Pode falar-se de “políticas de retorno humanistas”?
No decurso desta semana, o Conselho Nacional das Migrações foi ouvido sobre política de retorno do Governo. A ideia é centralizar na PSP a efetivação dos retornos em Portugal, mantendo a filosofia de que os mesmos devem ser “humanistas”.
Mas pode falar-se de políticas de retorno humanistas? Parece uma contradição nos seus próprios termos.
Bom, primeiro que tudo importa referir que abandonar estas medidas não é uma opção, por dois motivos. Primeiro, porque não depende de nós: a existência de uma política de retorno está, há muito, europeizada – é uma exigência da UE. Os Estados são obrigados a efetivar retornos de cidadãos em situação ilegal, a não ser que algum direito fundamental destes o impeça. Por outro lado, os retornos são um dos meios de coercibilidade do Direito da Imigração. Todos os alunos de Direito sabem que sem coercibilidade não se pode falar de normas jurídicas: as penas criminais ou coimas também restringem direitos, mas são necessárias para prevenir que cidadãos infrinjam a lei. No Direito da Imigração temos os retornos: regra geral, quem entrou ou permaneceu no território sem estar autorizado, deve regressar ao seu país. Se assim não for, de que serviria todo um complexo de normas destinado a regular quem entra e permanece no mesmo?
No entanto, tais retornos não são ilimitados, já que estamos a falar de devolver pessoas aos seus países de origem, e não de devolver coisas aos seus proprietários. Fala-se, por isso, de “humanismo”. Mas o que se deveria dizer era apenas “respeito pelos princípios do Estado de Direito”, pois não está em causa uma benevolência, mas normas que exigem procedimentos justos, direitos fundamentais, proporcionalidade, etc. Tal como num processo criminal, também nos retornos as pessoas têm de ser ouvidas; algumas não podem, pura e simplesmente ser retornadas; e o recurso à força e detenção devem ser usados apenas em último caso.
Tudo certo? Sim, na teoria. A prática tem demonstrado abusos neste domínio em vários Estados-Membros (detenções abusivas, uso da força, expulsões ilegítimas…). Ora, os retornos só são possíveis num Estado de Direito se não se falhar nesse ponto.
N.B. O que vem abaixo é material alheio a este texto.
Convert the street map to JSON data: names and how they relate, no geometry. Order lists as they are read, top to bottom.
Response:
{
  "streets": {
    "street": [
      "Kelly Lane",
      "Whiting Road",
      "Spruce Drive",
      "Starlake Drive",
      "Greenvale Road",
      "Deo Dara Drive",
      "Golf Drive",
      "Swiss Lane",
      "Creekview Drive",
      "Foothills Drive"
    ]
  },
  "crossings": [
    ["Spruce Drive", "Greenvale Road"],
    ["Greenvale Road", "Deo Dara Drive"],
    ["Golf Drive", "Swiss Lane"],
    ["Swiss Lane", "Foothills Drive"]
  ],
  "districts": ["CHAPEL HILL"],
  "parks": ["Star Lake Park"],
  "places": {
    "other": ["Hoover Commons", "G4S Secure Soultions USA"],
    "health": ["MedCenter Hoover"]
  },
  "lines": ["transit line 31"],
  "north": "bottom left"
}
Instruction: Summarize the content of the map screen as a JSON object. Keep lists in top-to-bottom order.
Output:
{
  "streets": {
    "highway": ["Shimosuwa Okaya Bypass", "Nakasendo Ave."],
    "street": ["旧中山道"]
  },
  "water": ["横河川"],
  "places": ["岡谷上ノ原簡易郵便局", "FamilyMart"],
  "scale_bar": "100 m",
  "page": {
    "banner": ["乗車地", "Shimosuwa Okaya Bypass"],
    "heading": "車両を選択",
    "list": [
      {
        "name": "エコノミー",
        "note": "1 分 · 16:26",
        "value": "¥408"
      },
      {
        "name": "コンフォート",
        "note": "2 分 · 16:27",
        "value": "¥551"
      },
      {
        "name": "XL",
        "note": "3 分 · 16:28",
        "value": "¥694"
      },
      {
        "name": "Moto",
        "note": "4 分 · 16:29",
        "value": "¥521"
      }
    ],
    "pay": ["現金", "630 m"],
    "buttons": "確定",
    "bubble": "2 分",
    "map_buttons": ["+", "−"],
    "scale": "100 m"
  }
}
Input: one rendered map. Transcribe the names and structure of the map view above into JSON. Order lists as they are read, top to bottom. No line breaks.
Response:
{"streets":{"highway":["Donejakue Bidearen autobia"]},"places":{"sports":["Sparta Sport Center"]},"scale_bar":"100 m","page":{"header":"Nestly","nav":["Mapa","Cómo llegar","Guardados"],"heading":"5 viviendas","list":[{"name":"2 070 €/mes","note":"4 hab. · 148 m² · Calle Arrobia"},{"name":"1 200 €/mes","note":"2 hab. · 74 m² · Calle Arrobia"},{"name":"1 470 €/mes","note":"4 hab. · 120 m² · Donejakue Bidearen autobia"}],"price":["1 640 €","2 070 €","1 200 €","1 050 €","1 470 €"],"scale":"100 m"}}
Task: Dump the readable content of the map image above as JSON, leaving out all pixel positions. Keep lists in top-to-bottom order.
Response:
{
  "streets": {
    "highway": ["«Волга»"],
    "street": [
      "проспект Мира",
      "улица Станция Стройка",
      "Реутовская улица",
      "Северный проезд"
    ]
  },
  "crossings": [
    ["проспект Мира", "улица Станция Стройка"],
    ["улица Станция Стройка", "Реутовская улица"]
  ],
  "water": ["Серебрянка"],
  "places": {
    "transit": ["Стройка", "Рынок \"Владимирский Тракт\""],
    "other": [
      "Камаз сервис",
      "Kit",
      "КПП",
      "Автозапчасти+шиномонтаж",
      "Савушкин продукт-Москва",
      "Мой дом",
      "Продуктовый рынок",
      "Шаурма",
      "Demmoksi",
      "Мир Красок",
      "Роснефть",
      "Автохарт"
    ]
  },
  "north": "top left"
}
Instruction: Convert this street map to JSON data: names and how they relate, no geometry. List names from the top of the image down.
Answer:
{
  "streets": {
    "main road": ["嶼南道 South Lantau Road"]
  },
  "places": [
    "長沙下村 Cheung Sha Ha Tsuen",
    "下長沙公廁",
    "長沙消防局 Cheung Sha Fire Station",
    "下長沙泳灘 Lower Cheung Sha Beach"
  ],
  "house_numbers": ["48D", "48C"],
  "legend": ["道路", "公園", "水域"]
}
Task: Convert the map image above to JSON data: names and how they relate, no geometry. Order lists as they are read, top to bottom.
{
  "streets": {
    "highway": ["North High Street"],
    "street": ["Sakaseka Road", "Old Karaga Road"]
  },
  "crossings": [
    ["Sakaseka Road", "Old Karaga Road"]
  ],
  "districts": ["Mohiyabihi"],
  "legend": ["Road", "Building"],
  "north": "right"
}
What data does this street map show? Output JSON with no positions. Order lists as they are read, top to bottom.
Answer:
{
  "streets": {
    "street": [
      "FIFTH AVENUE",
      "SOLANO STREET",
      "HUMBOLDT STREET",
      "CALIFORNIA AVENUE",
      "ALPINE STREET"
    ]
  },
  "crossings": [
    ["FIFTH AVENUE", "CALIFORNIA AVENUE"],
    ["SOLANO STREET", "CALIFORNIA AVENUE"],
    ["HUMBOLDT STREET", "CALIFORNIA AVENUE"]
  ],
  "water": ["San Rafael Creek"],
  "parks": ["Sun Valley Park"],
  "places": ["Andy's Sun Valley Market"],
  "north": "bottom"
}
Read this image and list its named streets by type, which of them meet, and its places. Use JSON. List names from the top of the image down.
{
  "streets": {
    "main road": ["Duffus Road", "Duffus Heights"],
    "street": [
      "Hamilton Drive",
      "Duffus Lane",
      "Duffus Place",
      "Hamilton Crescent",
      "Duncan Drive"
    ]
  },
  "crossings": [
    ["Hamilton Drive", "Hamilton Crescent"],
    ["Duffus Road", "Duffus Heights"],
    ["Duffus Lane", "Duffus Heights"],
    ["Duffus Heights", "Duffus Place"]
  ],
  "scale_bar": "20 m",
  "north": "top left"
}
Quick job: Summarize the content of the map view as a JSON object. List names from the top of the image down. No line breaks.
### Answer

Assim, se a centralização dos retornos na PSP pode trazer vantagens a nível de eficácia, ela irá impor uma exigente formação desta polícia no que toca ao complexo arsenal de direitos humanos em jogo na matéria de migrações.
Entretanto, de Bruxelas, voltam a chegar maus ventos. É anunciado um novo Regulamento de retornos europeu, e a perspetiva é tudo menos “humanista”: mais detenções, por mais tempo, e a invenção das chamadas “soluções inovadoras” à la Bruxelles: faz-se uma proposta, proclama-se (várias vezes) que a mesma respeita os direitos humanos, e depois dá-se um nome catchy às coisas mais duvidosas: por exemplo, Return Hubs!
Só que, obviamente, repetir em ladaínha que certas soluções respeitam direitos humanos não tem o condão de mudar a natureza das coisas. O que está em causa é a criação de plataformas fora do espaço europeu para onde se enviam, longe da vista, as pessoas a afastar. Os problemas que se colocam são muitos, e óbvios: por exemplo, como se monitorizarão abusos nos “hubs” localizados na Turquia ou Albânia? E que países serão considerados seguros para o efeito? E para quê criar normas sobre condições de detenção, se depois mandamos as pessoas para países que não estão vinculados a elas?
Vêm aí negociações difíceis e parece que Portugal tem estado isolado na oposição a estas “soluções inovadoras”. A ser aprovado este regulamento, o tal do “humanismo” poderá parecer cada vez uma palavra vazia, e quase ridícula, quando ligada à figura dos “retornos”.